In Politics 101, one is taught that a democratic government has three arms — the Legislature, the Executive, and the Judiciary. The Legislature, also known as Parliament, makes laws, the Executive implements the laws, while the Judiciary arbitrates when there is a problem with interpretation of the law.
However there is a context under which they all these three arms of government operate. In Kenya’s case, the context is the Constitution — the social contract between the ‘governed’ (ordinary citizens) and the ‘governors’ — those who work and run the three arms of government. But the Constitution is also a living document that keeps morphing as and when citizens want to change something about how the ‘governed’ engage with their ‘governors’.
At a fundamental level, our Constitution assumes that there is a code of conduct that applies amongst the leaders of the three arms of the ‘governors’; a code derived from an understanding that though each runs an ‘independent’ arm of government, they are all interdependent and part of a chain of command that aligns them around each other to serve the people of Kenya. The Constitution then presupposes an unwritten hierarchy of power between and amongst the leaders of the three arms of government. The hierarchy might be unwritten, but it is also obvious.
At the top of the chain is the head of the Executive, the President. The President gets elected through universal suffrage and is the head of state and government and commander-in-chief of the armed forces.
Below the President the next in command is head of the Legislature, the Speaker(s). The Speaker is elected by the majority of the elected leaders, which means they get into office through an election by the people’s representatives, who oversight the government and make laws. Then we have the head of the Judiciary, the Chief Justice. The CJ gets into office through an appointment and vetting by a commission established by Parliament.
Today Kenya is struggling with political instability because the Judiciary decided to become a player on who becomes head of state, and then has continued a supremacy contest with the Executive. The Judiciary decided it has the power to determine how a President is elected — outside the Constitution, which says it is the vote that determines who wins. It decided, through the Supreme Court, that numbers do not matter as much as the process.
After this decision, the Judiciary, which had now more or less taken over overall leadership of the country after delegitimising the Executive, then failed to stop the sabotage of the repeat election they had themselves ordered. It watched silently as the opposition stopped the presidential election from happening in 26 constituencies.

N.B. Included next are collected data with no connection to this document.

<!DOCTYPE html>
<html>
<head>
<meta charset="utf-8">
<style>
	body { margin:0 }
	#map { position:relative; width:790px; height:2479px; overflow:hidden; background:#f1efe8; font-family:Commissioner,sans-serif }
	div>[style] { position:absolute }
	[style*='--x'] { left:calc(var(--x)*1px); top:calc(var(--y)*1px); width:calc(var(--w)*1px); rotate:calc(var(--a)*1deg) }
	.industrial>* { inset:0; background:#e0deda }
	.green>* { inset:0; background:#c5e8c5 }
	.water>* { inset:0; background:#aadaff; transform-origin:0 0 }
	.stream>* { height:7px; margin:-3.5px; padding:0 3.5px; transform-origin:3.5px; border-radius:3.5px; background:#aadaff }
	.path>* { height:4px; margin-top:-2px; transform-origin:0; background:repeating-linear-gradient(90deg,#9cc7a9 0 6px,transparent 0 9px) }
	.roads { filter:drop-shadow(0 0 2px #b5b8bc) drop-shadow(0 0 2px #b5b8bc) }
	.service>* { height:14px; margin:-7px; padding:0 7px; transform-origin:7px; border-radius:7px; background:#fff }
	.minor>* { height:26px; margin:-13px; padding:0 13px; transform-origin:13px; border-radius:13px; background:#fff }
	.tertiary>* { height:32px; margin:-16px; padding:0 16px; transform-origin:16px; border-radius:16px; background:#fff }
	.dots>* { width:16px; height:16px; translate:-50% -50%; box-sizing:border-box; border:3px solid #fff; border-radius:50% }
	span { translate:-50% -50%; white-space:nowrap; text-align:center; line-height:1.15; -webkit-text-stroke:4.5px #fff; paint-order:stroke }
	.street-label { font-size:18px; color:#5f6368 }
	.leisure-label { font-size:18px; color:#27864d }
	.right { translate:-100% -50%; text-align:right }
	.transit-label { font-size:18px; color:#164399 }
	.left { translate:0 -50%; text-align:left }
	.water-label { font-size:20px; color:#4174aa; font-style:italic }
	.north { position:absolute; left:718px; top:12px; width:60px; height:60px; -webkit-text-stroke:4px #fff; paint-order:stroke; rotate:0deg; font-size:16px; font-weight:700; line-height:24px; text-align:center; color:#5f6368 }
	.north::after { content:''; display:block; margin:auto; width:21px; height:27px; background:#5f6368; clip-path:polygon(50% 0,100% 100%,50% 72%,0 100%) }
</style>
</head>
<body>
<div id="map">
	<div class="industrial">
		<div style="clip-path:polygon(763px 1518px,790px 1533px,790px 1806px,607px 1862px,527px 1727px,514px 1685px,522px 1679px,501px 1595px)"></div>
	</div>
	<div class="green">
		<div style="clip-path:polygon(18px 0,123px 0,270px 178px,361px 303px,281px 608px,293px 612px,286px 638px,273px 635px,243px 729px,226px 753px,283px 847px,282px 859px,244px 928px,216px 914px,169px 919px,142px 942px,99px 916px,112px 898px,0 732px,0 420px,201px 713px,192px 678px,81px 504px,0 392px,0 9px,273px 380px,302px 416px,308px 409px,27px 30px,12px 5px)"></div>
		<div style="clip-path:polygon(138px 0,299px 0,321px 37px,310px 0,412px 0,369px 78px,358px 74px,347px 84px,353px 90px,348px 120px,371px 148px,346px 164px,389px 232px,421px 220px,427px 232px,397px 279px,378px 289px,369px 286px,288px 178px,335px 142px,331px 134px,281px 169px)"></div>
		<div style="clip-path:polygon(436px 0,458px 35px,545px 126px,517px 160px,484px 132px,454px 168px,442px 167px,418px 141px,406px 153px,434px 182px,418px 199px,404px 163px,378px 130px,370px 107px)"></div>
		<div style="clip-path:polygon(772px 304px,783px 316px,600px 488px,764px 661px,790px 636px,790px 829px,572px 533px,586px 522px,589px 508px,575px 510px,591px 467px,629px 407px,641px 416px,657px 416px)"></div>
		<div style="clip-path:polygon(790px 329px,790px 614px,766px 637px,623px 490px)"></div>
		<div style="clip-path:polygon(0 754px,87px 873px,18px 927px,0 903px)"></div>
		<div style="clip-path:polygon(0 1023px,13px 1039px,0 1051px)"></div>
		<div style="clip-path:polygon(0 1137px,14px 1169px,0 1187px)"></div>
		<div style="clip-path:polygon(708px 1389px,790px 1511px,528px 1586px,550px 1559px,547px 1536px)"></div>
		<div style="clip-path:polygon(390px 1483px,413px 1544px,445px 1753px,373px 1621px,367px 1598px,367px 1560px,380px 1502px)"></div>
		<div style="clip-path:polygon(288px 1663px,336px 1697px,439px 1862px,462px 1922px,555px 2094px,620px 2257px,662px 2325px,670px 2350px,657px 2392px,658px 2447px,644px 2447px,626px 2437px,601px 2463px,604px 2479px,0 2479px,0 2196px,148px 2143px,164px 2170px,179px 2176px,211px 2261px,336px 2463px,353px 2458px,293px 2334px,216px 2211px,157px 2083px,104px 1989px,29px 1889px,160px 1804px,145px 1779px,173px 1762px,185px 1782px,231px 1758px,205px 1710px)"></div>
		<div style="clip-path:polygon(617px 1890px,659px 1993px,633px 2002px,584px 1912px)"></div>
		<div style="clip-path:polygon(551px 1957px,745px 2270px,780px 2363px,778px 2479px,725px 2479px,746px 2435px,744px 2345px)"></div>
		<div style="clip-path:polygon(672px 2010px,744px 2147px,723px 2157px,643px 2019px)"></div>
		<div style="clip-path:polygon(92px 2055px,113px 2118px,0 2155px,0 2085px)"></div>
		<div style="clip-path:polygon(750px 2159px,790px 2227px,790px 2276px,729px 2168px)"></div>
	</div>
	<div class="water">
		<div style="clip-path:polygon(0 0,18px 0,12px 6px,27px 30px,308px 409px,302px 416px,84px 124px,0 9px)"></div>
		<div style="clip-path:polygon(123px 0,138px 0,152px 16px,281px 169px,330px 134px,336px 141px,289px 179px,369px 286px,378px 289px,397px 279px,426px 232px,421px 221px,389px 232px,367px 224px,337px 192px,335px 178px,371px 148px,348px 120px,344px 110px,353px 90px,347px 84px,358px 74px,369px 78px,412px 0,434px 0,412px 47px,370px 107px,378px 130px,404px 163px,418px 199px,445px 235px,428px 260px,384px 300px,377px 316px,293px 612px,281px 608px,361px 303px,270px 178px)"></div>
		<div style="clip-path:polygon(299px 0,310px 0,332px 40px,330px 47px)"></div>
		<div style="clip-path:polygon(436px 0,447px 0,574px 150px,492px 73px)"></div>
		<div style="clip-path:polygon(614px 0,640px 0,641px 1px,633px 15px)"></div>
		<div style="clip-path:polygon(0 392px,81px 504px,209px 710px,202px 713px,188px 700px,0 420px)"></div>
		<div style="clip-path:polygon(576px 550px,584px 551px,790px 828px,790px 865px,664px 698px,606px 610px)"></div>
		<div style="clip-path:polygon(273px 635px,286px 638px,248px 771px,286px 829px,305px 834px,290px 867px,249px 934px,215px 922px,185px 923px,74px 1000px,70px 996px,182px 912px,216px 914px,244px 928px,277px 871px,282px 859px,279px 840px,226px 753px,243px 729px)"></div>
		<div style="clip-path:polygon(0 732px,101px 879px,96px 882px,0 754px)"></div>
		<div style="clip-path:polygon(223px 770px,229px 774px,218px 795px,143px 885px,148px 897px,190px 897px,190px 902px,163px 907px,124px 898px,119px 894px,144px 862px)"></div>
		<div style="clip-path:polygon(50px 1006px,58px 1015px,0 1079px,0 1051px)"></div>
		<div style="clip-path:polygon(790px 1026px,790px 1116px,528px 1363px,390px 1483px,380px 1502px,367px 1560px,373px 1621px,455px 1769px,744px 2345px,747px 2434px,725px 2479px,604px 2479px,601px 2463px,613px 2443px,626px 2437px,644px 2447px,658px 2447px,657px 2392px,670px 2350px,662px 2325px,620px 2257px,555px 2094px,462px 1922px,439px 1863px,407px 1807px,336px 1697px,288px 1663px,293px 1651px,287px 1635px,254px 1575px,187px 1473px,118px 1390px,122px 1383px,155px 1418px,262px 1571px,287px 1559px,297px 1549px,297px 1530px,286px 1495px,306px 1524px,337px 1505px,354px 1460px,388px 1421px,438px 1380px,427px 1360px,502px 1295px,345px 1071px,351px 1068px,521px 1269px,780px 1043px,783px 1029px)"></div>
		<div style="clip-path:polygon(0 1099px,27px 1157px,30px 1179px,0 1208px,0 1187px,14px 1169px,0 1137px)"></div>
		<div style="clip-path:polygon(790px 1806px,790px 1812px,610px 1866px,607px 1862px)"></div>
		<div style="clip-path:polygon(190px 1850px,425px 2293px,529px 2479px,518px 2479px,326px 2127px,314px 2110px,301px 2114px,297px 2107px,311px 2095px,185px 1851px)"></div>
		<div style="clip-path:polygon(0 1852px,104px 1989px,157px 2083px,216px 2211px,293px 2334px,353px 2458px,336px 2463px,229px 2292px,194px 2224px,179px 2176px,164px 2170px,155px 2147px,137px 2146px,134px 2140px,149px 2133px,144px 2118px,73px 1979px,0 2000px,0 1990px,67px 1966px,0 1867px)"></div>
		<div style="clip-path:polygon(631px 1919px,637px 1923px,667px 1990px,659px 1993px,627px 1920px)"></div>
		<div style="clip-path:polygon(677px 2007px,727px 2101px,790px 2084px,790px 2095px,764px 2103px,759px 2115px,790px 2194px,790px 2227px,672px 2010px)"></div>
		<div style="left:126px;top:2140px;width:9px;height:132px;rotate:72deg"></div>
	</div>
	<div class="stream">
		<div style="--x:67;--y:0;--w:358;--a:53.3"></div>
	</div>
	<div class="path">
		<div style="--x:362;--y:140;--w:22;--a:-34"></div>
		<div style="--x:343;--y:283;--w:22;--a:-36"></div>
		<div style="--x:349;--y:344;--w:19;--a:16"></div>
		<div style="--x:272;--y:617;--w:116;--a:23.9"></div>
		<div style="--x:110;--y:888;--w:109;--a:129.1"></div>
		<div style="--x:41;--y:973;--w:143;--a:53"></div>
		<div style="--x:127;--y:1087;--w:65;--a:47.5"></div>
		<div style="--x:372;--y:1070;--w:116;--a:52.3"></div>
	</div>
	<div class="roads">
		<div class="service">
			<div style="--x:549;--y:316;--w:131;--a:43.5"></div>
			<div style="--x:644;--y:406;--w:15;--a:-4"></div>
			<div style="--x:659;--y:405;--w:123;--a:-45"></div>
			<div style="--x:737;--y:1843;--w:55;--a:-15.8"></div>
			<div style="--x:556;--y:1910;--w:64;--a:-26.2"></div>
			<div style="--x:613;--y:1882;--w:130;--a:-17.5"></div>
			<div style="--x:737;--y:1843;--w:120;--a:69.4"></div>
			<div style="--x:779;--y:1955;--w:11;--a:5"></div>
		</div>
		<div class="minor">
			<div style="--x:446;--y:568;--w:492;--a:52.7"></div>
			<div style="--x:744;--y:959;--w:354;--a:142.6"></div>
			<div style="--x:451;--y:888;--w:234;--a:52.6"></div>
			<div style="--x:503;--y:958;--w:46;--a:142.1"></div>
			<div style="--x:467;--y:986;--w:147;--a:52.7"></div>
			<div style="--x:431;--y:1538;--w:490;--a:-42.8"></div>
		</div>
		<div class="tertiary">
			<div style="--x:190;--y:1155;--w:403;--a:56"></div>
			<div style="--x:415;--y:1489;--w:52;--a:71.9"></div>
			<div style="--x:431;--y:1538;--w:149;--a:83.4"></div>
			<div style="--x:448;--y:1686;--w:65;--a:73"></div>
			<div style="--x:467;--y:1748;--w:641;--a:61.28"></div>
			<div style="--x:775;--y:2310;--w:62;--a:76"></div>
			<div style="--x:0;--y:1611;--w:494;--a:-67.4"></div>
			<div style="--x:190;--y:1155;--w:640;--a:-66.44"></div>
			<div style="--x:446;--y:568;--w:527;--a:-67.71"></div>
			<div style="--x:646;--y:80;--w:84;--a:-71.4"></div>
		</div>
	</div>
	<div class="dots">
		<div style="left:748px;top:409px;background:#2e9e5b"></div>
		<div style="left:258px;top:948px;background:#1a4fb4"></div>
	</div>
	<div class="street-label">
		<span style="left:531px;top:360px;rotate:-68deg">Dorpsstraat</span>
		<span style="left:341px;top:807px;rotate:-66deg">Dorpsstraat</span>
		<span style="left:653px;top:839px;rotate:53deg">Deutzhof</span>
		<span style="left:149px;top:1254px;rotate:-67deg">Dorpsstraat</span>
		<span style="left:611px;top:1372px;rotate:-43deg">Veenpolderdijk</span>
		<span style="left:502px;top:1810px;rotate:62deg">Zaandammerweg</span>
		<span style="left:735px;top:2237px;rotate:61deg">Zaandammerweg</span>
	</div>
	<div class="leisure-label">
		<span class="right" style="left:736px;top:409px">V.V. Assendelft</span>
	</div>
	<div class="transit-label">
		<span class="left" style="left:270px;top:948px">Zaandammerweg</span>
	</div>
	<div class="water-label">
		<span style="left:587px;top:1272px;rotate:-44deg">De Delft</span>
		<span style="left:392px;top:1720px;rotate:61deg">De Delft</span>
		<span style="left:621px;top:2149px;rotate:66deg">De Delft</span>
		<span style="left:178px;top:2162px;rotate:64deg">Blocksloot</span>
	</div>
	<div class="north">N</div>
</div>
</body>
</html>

Then again they watched silently as NASA attempted to establish an alternative but unconstitutional government and the CJ even made comments that were interpreted to mean the Judiciary did not see anything wrong with any of the judges swearing in a candidate as President, despite a legally elected President being in office.
Now, we are watching as the Judiciary turns court orders — which are essentially tools in the service of the rule of law — into weapons against the Executive exercising its mandate, which is to implement laws.
Judges are issuing ex-parte orders for the release of suspects who have just been arrested and have not even been presented before court, and way before the expiry of the constitutional period of presentation in court. We have even seen courts ordering the Executive not to investigate particular persons.
This unnecessary confrontation with the Executive will not pay. Courts cannot take up the role of investigating agencies or other roles of the Executive. They cannot make laws. Parliament will make laws and the Executive will execute. The Judiciary will then come in only where there is a conflict.
The Judiciary must, therefore, stop this supremacy fight. They must also stop operating like civil society activists. The nation’s safety and security is at stake.